Голливудская трилогия в одном томе, стр. 119

Мы нашли Констанцию Раттиган на пляже. Я впервые в жизни увидел ее лежащей на песке. Раньше она всегда плавала либо в бассейне, либо в море. А теперь лежала между тем и другим, словно была не в силах ни войти в воду, ни вернуться к дому. Она лежала, словно выброшенная на берег волной, такая безвольная и бледная, что больно было на нее смотреть.

Мы присели на песок рядом с ней и подождали, пока она не почувствует наше присутствие, потому что глаза ее были закрыты.

– Ты лгала нам, – сказал Крамли.

Глазные яблоки под ее веками повернулись.

– Лгала? Ты о чем?

– О том, что ты сбежала посреди той полуночной вечеринки, двадцать лет назад.

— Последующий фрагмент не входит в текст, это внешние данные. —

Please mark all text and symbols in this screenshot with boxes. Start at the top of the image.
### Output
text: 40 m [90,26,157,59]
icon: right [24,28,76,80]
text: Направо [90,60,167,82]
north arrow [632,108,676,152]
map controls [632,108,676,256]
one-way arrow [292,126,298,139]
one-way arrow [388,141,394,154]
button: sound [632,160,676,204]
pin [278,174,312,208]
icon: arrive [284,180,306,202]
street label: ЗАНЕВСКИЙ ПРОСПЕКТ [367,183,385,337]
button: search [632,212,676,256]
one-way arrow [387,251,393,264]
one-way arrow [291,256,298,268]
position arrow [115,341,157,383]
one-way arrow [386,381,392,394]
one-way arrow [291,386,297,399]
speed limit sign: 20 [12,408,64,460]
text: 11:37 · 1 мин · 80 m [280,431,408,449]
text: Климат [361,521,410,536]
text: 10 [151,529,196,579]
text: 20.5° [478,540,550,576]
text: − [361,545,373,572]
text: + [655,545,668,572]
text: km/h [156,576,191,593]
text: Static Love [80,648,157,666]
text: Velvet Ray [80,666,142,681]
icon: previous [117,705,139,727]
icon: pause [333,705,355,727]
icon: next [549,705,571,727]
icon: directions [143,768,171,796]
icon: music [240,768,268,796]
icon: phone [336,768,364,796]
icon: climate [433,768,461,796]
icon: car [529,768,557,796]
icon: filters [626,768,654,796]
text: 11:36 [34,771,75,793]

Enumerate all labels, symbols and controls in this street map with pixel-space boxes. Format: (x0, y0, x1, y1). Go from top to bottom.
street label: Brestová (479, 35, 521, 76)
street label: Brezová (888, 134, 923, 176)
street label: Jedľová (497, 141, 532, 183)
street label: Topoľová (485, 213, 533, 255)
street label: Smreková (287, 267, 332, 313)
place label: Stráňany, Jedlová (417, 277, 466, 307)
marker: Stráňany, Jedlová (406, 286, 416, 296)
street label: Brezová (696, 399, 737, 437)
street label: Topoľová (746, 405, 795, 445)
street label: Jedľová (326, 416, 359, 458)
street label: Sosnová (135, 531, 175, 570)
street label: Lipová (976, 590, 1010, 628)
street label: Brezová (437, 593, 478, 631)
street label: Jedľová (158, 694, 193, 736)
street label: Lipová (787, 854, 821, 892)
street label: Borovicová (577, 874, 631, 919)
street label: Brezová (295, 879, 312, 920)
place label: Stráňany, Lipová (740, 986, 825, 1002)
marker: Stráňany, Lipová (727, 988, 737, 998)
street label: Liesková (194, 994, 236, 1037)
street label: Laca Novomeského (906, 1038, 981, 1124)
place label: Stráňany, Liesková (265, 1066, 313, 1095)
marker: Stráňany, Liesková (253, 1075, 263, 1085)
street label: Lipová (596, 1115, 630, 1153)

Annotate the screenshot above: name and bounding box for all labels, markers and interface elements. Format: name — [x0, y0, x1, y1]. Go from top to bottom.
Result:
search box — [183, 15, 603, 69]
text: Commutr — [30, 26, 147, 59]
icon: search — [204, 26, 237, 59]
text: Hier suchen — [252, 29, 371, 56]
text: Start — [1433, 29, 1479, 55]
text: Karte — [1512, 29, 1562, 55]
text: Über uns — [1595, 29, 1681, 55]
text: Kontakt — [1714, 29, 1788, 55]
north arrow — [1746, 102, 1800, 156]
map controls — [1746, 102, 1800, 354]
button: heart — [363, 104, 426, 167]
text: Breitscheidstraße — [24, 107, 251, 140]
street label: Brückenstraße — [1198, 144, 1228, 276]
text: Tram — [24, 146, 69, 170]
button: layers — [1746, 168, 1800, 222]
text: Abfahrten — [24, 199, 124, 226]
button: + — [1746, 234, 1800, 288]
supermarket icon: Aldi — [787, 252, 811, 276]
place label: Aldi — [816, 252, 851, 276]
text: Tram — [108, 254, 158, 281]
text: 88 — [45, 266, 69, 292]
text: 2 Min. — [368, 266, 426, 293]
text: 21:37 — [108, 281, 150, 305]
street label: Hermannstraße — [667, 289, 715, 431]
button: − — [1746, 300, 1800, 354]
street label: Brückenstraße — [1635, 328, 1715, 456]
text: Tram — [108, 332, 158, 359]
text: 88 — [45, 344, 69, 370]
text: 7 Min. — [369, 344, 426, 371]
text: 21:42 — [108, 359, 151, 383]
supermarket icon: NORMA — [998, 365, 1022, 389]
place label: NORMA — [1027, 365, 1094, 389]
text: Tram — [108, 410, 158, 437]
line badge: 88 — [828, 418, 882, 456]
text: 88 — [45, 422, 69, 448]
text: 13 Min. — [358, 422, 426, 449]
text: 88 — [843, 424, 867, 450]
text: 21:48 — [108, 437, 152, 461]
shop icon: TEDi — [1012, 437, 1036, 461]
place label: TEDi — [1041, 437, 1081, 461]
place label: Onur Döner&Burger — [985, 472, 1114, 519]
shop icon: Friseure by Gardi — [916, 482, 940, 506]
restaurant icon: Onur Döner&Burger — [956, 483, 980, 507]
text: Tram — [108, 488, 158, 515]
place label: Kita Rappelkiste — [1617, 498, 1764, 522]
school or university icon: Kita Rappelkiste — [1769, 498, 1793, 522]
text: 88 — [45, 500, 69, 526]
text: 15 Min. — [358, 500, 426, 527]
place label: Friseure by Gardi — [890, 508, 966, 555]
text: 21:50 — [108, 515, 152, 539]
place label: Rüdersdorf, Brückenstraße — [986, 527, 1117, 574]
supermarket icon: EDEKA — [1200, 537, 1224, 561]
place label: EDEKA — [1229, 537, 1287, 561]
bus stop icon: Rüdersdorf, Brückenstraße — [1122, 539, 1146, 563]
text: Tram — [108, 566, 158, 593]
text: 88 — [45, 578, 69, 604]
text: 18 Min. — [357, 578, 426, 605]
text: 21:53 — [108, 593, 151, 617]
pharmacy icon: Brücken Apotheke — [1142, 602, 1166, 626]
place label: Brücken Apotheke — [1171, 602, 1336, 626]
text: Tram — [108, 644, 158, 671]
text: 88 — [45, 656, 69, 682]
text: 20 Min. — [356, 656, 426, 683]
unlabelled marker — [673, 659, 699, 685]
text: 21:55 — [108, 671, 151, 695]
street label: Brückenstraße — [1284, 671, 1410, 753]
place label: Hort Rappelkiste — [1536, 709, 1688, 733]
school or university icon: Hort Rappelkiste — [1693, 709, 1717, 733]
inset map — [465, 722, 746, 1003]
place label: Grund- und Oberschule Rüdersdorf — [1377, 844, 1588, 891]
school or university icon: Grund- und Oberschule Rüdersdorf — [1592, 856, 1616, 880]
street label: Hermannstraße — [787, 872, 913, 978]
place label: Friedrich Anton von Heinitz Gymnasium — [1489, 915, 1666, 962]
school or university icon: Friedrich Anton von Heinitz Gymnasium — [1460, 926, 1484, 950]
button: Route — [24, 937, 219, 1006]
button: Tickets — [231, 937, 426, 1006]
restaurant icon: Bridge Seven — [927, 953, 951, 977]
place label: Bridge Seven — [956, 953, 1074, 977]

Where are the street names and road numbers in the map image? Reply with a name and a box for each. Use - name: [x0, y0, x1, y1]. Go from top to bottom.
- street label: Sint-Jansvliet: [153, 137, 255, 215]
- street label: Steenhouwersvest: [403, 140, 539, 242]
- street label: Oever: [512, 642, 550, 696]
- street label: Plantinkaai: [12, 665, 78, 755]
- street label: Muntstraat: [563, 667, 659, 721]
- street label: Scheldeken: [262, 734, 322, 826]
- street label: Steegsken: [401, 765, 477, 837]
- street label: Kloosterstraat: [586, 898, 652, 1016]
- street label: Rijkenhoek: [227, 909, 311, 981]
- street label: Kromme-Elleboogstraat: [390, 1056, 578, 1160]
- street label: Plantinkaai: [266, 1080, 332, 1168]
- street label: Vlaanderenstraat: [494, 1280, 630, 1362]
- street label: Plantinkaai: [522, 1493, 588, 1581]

Ты сама знаешь, что оставалась тогда до самого конца.

– И что же я делала?

Она отвернула голову. Мы не видели, куда она смотрела: может, на серое море, откуда надвигался послеполуденный туман, грозя испортить остаток дня.

– Они привели тебя к месту аварии. Твоей подруге нужна была помощь.

– У меня никогда не было никаких подруг.

– Брось, Констанция, – сказал Крамли, – у меня есть факты. Я собрал улики. В газетах писали, что трех человек похоронили в один и тот же день. А отец Келли из церкви, что стоит рядом с местом аварии, утверждает, что Эмили Слоун умерла уже после похорон. Что, если я получу судебное предписание – вскрыть могилу Слоунов? Сколько там будет тел: одно или два? Я думаю, одно; так куда же делась Эмили? И кто ее увел? Ты? По чьему приказу?

Констанция Раттиган дрожала всем телом. Не знаю точно, было ли тому причиной давнишнее горе, вдруг вспыхнувшее с новой силой, или просто туман, уже клубившийся вокруг нас.

– Вот ведь хрень. А ты чертовски умен, – заметила она.

– Нет, просто иногда мне удается упасть на гнездо с яйцами и ни одного не разбить. Отец Келли сказал нашему другу-сценаристу, что Эмили сошла с ума. Значит, пришлось ее увести. Это поручили тебе?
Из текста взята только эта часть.